Altogether, the latter differences support the current hypothesis that thyroid irAEs may represent, in part, a new autoimmune entity, even if further studies are needed to improve our knowledge of their specific pathogenesis (Figure 1). With the increasing use of cancer immunotherapy, and particularly of the ICI combinations, the incidence and severity of thyroid irAEs are expected to increase, emerging as a significant health concern. Therefore, this as yet unmet clinical need requires non-invasive prognostic approaches that identify patients at risk of thyroid irAEs. As discussed above, some characteristics of routine practice may be helpful in the detection of severe thyroid irAEs, ensuring patient management at an asymptomatic stage 17. Yet, large scale collaborative efforts are critical to robustly define new prognostic biomarkers, as well as to evaluate the occurrence of thyroid irAEs as predictive biomarkers of the response of ICIs.

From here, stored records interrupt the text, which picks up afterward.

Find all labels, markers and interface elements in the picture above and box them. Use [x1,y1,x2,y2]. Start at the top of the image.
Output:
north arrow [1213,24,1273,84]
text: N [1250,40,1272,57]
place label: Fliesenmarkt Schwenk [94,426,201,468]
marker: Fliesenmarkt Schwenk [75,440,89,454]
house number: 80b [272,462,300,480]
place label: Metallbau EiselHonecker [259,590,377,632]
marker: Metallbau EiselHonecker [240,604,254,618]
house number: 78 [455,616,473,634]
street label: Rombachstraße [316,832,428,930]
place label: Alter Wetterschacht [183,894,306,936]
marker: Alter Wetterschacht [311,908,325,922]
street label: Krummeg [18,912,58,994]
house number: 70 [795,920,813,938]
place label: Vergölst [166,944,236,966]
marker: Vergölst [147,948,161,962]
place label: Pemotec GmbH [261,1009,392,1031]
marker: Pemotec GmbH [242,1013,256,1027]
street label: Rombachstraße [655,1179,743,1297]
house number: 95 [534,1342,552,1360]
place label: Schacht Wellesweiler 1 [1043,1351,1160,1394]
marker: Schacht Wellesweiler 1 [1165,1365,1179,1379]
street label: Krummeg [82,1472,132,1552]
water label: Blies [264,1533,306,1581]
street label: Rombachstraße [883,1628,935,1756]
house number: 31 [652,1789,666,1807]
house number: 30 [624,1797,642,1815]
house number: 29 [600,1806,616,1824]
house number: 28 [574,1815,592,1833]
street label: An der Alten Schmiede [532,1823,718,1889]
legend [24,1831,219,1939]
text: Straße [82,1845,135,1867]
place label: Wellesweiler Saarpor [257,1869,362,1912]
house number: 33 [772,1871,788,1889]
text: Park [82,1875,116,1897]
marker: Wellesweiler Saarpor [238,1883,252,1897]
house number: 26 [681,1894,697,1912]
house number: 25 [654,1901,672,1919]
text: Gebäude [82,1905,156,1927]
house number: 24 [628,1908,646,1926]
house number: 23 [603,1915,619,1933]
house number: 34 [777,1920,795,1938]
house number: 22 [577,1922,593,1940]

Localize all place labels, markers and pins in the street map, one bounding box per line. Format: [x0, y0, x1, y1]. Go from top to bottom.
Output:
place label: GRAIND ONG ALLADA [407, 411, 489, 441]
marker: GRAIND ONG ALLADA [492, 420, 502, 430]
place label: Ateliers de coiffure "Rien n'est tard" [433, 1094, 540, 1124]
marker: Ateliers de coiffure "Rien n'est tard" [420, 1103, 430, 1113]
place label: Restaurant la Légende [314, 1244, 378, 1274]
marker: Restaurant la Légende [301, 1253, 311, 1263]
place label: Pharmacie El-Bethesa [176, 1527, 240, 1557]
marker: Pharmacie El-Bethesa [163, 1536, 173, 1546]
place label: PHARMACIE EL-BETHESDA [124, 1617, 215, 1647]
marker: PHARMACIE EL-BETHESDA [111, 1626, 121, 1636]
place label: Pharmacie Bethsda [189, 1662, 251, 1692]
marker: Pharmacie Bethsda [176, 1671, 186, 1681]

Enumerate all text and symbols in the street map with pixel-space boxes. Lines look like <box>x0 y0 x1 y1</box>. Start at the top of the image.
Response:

PD-1/PD-L1 expression in autoimmune thyroid disease
With an incidence reaching 50/100,000 per year in the female population, autoimmune thyroid diseases are the most prevalent organ-specific autoimmune diseases 2. The two most common AITD are Hashimoto's thyroiditis and Graves' disease 30 that still poses management concerns. In both, an infiltration by immune cells can be observed but is only massive in HT (also known as chronic lymphocytic thyroiditis, CLT) 31. The slow progression of AITD raised questions regarding the interaction of the immune system with thyroid cells 32. Along this line, worsening AITD upon PD‑1/PD‑L1 blockade strongly suggests a critical underlying role for this pathway 9, 14, 33. However, most of the studies into immune checkpoints carried out so far have been conducted in thyroid oncology, and only three studies on this subject in AITD have been published (Table 1) 34-37. Lubin et al. reported an increased expression of PD-L1 in HT glands, or papillary thyroid carcinoma (PTC) arising in such a background, while they observed little, if any, expression in healthy thyroid tissues 34. It is noteworthy that the immune landscape of thyroid tumors displayed some features similar to AITD and more specifically to CLT. Both humoral- and cell-mediated immune responses are found to be enhanced in the microenvironment of TC and AITD (albeit to a lesser level) compared to benign thyroid nodules 38. Lymphocyte infiltration is observed on histology within and surrounding the tumor, and also throughout the gland. Lymphocytic thyroiditis is characterized by small organized, rather than diffuse, lymphoid follicles, hereafter referred to as focal thyroiditis (FT).
Table 1.
Histology | PD-L1 positivity | Frequency of PD-1 positivity | References | ||||||
---|---|---|---|---|---|---|---|---|---|
Background | Interpretation | Percentage (%) | p-value | Percentage (%) | p-value | ||||
Benign | No/CLT/GD (16/5/16) |
AITD PD-L1 |
25/100/81 | - | CD4+: 48.6 CD8+: 44.5 |
0.001 | 39 | ||
No/CLT/HT (5/5/5) |
PD-L1 AITD HT >> CLT |
0/40/100 | < 0.01 | - | - | 34 | |||
PTC | No/FT/HT (10/10/10) |
PD-L1, Correlated to HT |
10/0/90 | 0.0001 | - | - | |||
FT Yes/No (22/99) |
PD-L1, Correlated to FT |
77.8/46.5 | 0.004 | 100 / 80.8 | 0.030 | 35 | |||
Correlated to TILs | 84.8/41.9 | 0.001 | 100 / 79.6 | 0.011 | |||||
FT Yes/No (33/42) |
PD-L1, Correlated to FT |
81.8/54.8 | 0.003 | - | - | 36 | |||
Correlated to TILs;T helpers CD4+ | 78.6/51.5 | 0.001 | - | - | |||||
B cells CD20+ | 85/45.7 | < 0.001 | - | - | |||||
FT Yes / No (23 / 58) |
PD-L1 Correlated to FT |
39.1/6.9 | 0.001 | - | - | 37 | |||
Abbreviations: CLT, Chronic lymphocytic thyroiditis; FT, Focal thyroiditis; GD, Grave's disease; HT, Hashimoto's thyroiditis (defined by authors as specifically as diffuse lymphocytic thyroiditis with follicular cell oxyphilia); IHC, Immunohistochemistry; PD-1, Programmed cell death receptor 1; PD-L1: Programmed cell death-ligand 1; PTC, Papillary thyroid carcinoma; TILs, Tumor-infiltrating lymphocytes.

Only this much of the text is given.